This is a simple API to upload files into and interact with files from OpenAI's GPT engine.
The API is built using Flask and uses the OpenAI Python library to interact with the OpenAI API.

Most of the tasks are automated via Taskfile used by [Task](https://taskfile.dev/) - a task runner / build tool that
aims to be simpler and easier to use than, for example, GNU Make.

## Installation

1. Clone the repository using `git clone` or download the repository as a zip file and extract it
2. Install support for the Taskfile, details can be found [here](https://taskfile.dev/#/installation)
3. Install the required packages using `pip install -r requirements.txt` or run `task install`
4. Modify environment variables in the `Taskfile.yaml` file

- `OPENAI_API_KEY` - Your OpenAI API key
- `AUTH_TOKEN` - The token to be used for authentication

## Configuration

The configuration file is located at `config.yaml` and contains the following options:

```yaml
server:
bind: 0.0.0.0
port: 5000
uploads: .uploads

cors:
origins: "*"
methods: [ "GET", "POST", "DELETE" ]
allow_headers: [ "Content-Type", "Authorization" ]

openai:
model: gpt-4-turbo-preview
```

- `server` - The server configuration section
- `bind` - The IP address to bind the server to
- `port` - The port to bind the server to
- `uploads` - The directory to store the uploaded files
- `cors` - The CORS configuration section, used to configure the CORS policy for the server
- `origins` - The allowed origins
- `methods` - The allowed methods
- `allow_headers` - The allowed headers
- `openai` - The OpenAI configuration section
- `model` - The model to use for the OpenAI API

You can also override `bind` and `port` using environment variables `BIND` and `PORT` respectively. Environment
variables have higher priority than the configuration file.

## Usage

To start the server, run `task start`. The server will start on the IP address and port specified in the configuration.
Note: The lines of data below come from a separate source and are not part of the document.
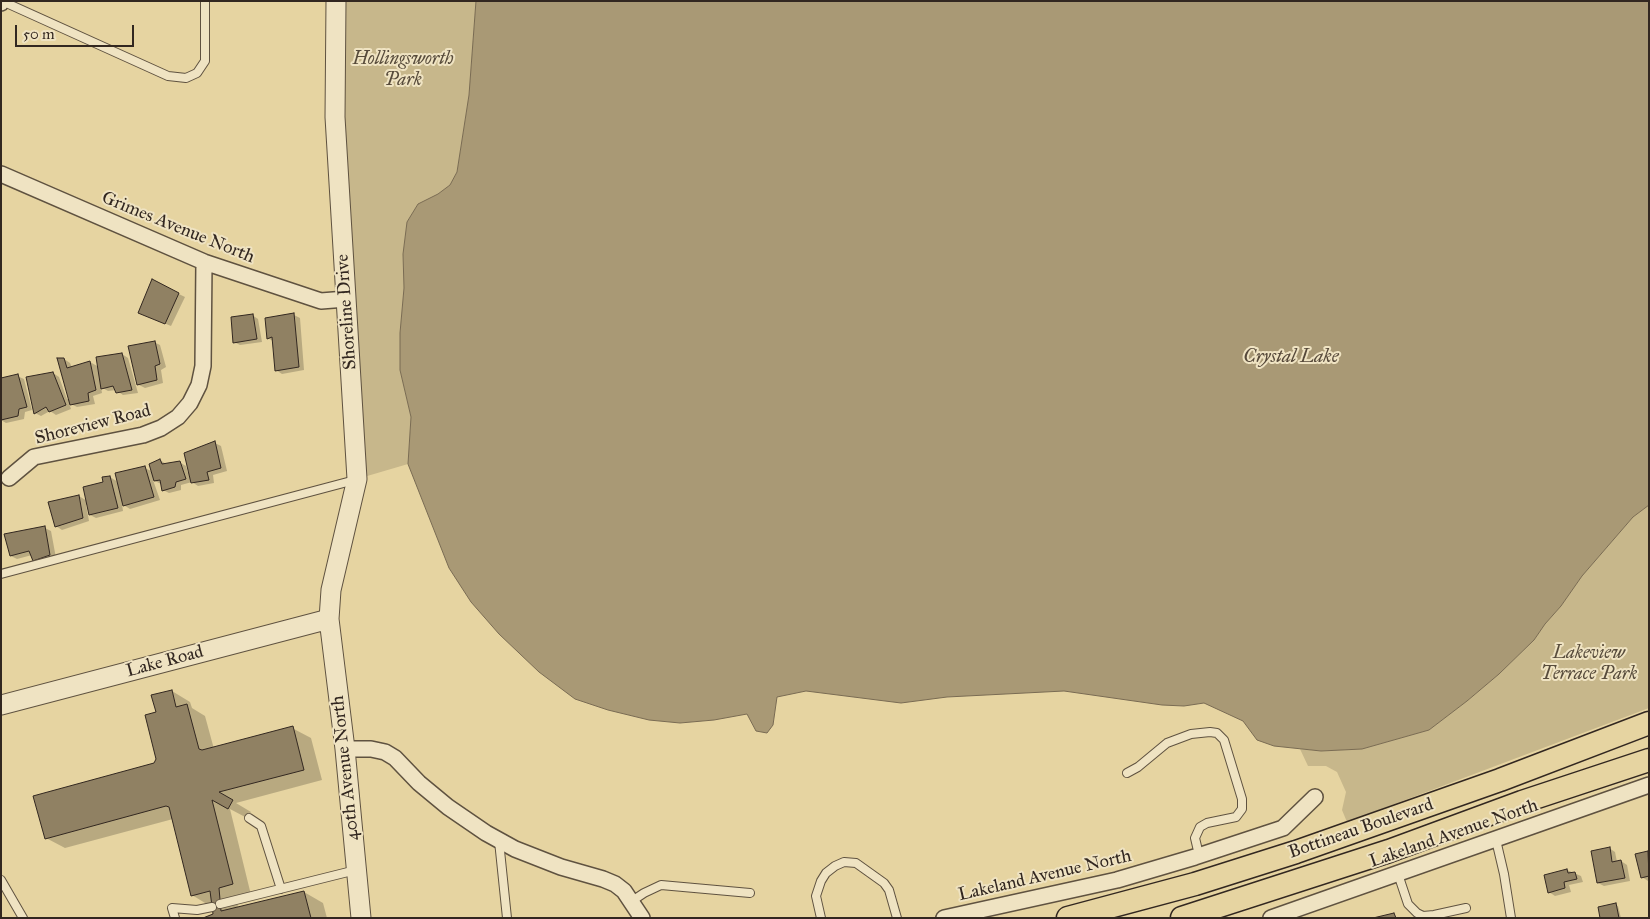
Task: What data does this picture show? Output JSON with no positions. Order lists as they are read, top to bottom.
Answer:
{
  "streets": {
    "main road": ["Bottineau Boulevard"],
    "street": [
      "Grimes Avenue North",
      "Shoreline Drive",
      "Shoreview Road",
      "Lake Road",
      "40th Avenue North",
      "Lakeland Avenue North"
    ]
  },
  "crossings": [
    ["Grimes Avenue North", "Shoreline Drive"],
    ["Grimes Avenue North", "Shoreview Road"],
    ["Shoreline Drive", "Lake Road"],
    ["Shoreline Drive", "40th Avenue North"],
    ["Lake Road", "40th Avenue North"]
  ],
  "water": ["Crystal Lake"],
  "parks": ["Hollingsworth Park", "Lakeview Terrace Park"],
  "scale_bar": "50 m"
}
To stop the server, press `Ctrl+C` in the terminal.

## Generating Systemd Service File

To generate a systemd service file, run `task generate-unit-file`. The service file will be generated in the current
directory. The name of the service file will be `openai-files-api.service` and can be overridden using
the `DEPLOYMENT_SERVICE_NAME` variable in Taskfile.yaml.

## Deploying the Server

To deploy the server, run `task deploy-to-remote`. This will generate a systemd service file and copy it to
the `/etc/systemd/system` on remote machine. The service will be enabled and started. During deployment Task will copy
the `config.yaml`, code and `Taskfile.yaml` to the remote machine.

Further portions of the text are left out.